Só percebe a dimensão do sofrimento de Abraão quem teve a graça de ser pai. Minha filha Rute, agora há pouco, sujou-se de iogurte. Esparramou-o pela boca, pela roupa, lambeu-se, fez uma festa.  Depois ela puxa a nossa mão para brincarmos, para fazermos sombra diante do sol, para conversarmos, para corrermos. Pensar em ver minha filha morta? Não há pesadelo maior! E o meu Josué? Bebê tamanho-família, graúdo, lindo, sorridente, alegre, cheio de vitalidade, prestes a engatinhar. Desde que aqui chegou trouxe-nos luz e felicidade. Imaginar o meu Josué num caixãozinho? Não, não há desespero ou sofrimento maior em vida!

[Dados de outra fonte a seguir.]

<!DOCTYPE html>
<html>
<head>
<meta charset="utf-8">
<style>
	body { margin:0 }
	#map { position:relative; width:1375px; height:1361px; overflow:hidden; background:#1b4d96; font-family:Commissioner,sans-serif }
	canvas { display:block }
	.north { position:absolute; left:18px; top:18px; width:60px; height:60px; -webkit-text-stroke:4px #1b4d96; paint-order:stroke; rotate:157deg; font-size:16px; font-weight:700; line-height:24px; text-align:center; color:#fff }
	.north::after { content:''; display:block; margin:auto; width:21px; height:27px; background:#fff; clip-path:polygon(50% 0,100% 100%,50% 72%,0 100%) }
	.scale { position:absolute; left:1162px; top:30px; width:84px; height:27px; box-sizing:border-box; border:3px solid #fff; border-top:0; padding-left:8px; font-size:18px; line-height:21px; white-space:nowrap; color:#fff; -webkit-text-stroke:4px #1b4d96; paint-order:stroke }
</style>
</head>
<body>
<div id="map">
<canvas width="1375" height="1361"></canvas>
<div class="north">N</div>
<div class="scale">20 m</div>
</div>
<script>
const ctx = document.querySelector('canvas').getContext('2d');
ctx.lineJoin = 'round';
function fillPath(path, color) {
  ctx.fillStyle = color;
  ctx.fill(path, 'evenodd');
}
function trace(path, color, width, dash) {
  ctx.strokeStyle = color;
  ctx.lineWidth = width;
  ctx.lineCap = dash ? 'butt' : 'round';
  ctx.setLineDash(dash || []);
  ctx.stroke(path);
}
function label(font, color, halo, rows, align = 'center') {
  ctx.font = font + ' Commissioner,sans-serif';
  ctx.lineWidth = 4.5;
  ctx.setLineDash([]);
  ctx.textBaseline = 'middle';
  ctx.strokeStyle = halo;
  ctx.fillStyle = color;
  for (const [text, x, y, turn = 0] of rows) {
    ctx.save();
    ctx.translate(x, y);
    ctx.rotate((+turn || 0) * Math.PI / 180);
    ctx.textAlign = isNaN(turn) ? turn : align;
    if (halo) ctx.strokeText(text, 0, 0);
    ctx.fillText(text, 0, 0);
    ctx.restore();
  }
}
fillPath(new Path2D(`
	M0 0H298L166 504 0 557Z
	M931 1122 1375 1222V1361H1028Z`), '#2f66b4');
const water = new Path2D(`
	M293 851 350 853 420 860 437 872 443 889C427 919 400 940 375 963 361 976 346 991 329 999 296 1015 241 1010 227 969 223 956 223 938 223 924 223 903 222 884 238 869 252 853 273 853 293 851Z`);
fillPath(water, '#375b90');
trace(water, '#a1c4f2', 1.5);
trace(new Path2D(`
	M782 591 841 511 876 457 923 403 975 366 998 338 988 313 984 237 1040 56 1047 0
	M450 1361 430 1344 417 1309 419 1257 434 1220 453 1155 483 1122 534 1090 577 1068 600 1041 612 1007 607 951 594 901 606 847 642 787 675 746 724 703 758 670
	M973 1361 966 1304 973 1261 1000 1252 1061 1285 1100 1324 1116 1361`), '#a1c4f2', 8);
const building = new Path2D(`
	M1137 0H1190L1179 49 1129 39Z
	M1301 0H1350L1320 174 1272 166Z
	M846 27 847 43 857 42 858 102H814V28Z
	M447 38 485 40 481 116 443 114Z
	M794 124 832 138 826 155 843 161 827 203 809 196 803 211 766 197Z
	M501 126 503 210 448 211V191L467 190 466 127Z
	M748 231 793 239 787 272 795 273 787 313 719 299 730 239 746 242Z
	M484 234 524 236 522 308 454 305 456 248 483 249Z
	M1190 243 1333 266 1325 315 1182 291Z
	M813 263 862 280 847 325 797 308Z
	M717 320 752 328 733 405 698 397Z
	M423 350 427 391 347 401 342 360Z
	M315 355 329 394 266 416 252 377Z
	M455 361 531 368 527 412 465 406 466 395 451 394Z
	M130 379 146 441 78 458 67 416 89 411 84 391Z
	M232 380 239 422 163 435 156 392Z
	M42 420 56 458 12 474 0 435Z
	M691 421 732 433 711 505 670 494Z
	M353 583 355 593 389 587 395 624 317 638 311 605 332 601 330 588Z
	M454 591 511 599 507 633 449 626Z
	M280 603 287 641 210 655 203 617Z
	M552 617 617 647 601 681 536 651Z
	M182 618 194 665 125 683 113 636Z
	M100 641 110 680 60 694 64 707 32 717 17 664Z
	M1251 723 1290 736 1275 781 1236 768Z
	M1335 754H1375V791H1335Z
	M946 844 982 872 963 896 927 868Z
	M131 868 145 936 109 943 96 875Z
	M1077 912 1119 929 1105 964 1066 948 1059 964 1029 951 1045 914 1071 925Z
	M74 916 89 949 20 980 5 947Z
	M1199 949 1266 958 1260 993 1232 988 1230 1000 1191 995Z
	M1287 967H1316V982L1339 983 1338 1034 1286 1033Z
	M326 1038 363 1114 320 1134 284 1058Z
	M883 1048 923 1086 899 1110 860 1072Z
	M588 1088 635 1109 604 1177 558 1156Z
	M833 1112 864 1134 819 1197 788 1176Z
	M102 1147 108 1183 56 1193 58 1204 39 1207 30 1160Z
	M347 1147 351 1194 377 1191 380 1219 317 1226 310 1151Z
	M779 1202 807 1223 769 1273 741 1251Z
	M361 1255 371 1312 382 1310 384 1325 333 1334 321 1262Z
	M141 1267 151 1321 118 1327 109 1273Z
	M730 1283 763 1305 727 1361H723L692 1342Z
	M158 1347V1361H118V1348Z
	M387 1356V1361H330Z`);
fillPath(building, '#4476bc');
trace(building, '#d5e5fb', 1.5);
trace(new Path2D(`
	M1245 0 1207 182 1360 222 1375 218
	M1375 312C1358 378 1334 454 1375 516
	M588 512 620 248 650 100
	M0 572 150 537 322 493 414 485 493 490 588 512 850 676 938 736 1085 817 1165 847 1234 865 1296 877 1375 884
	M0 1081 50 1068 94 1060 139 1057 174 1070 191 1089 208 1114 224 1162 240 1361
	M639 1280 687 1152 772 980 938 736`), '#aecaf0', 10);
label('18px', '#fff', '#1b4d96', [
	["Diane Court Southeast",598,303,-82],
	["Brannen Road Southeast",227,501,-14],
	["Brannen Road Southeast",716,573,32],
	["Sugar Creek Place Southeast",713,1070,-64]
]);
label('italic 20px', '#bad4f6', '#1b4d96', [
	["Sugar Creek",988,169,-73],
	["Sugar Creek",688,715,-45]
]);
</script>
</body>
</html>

E Abraão certamente pensava nisto, enquanto amarrava o seu adolescente no altar de lenha. Dentro de minutos o garoto seria um churrasco sacrificial. Poria fim às visões de uma prole numerosa, de netos, bisnetos e tataranetos a brincarem no terreiro, de uma população imensa, herdeira deste pai. Certamente a sua fé não se abalara, pois antes de sair para a montanha disse aos servos: "eu e o menino voltaremos"; mas ele não imaginava como. O autor de Hebreus é quem nos dá a resposta: "Deus seria capaz de ressuscitá-lo"(Hb 11.19). Portanto, teria Isaque, mas Isaque teria que morrer.
 
Ah, Abraão! Deus não é um monstro! Deus não quer sacrifício humano! Nem do louco Jefté, muitos anos depois, que praticou uma aberração em nome de Deus, sacrificando sua filha (Juízes 11.31). Entendeu errado o que era o anátema, a dedicação irremissível dos condenados do Senhor (os povos que seriam conquistados em guerra). Abraão, obediente e resignado, estende a mão ao cutelo e prepara o golpe fatal. Antes que o matasse a Voz brada do céu: "Pare, Abraão! Não faças mal ao rapaz! Agora sei que me amas!" E Abraão passou na dura prova! Fora aprovado com louvor!
 
As nossas provas não são as mesmas. Deus não fará de nós uma grande nação. Deus não requererá o sacrifício de nosso filho, de nossa filha. Deus não fez promessas específicas. É um erro aplicá-las a nós: "serás uma grande nação", "a tua descendência darei esta terra". Promessas específicas para pessoas específicas não se aplicam à generalidade dos servos do Senhor.
 
Porém, o princípio que gerou a provação de Abraão aplica-se a nós, servos do Deus de Abraão. "No mundo tereis provações". Não temos um Isaque a sacrificar, mas temos um ministério, uma carreira, uma saúde, um patrimônio, uma agenda, um dinheiro, uma situação, uma programação de vida que pode ser a qualquer momento reinvindicada pelo Senhor, que nos perguntará: "amas-me mais do que isto?". Sim. "Pedro, amas-me mais do que estes?"; "Quem amar mais a qualquer coisa não é digno de mim".
 
A nossa herança está no Céu, não aqui. Tudo o que aqui temos é temporário, é terreno, é provisório. Nada aqui é nosso, nem os nossos filhos, nem o nosso emprego, nem o nosso patrimônio. Somos mordomos daquilo que Deus nos emprestou. Se Ele não for o principal, toda a nossa vida ruirá com a perda do objeto de nossa ambição. Às vezes é um pai, uma mãe, uma esposa, um filho, um neto, um amigo. Ao perdê-los tornamo-nos vazios, renegando os dias que continuam a vir. Outros perdem a carreira brilhante, o campeonato, a promoção, o emprego, a saúde, as oportunidades. Waldo de Los Rios foi um dos maiores maestros contemporâneos, mas pôs fim à vida quando perdeu um concurso. Quando algo é mais importante do que Deus em nossas vidas, já perdemos o nosso Isaque.
 
Abraão venceu a prova. Tornou-se nosso exemplo. Ele é o pai da fé. Somos seus filhos. Devemos abraçar o seu legado. Se Deus nos requisitar aquilo que é mais importante, não titubeemos em entregar-Lhe, uma vez que a Sua promessa é fiel: "Dou-lhes a vida eterna e nunca hão de perecer, e ninguém os arrebatará das minhas mãos." (João 10.28)
 
 
Isto nos basta. Benditas sejam as provas da nossa fé.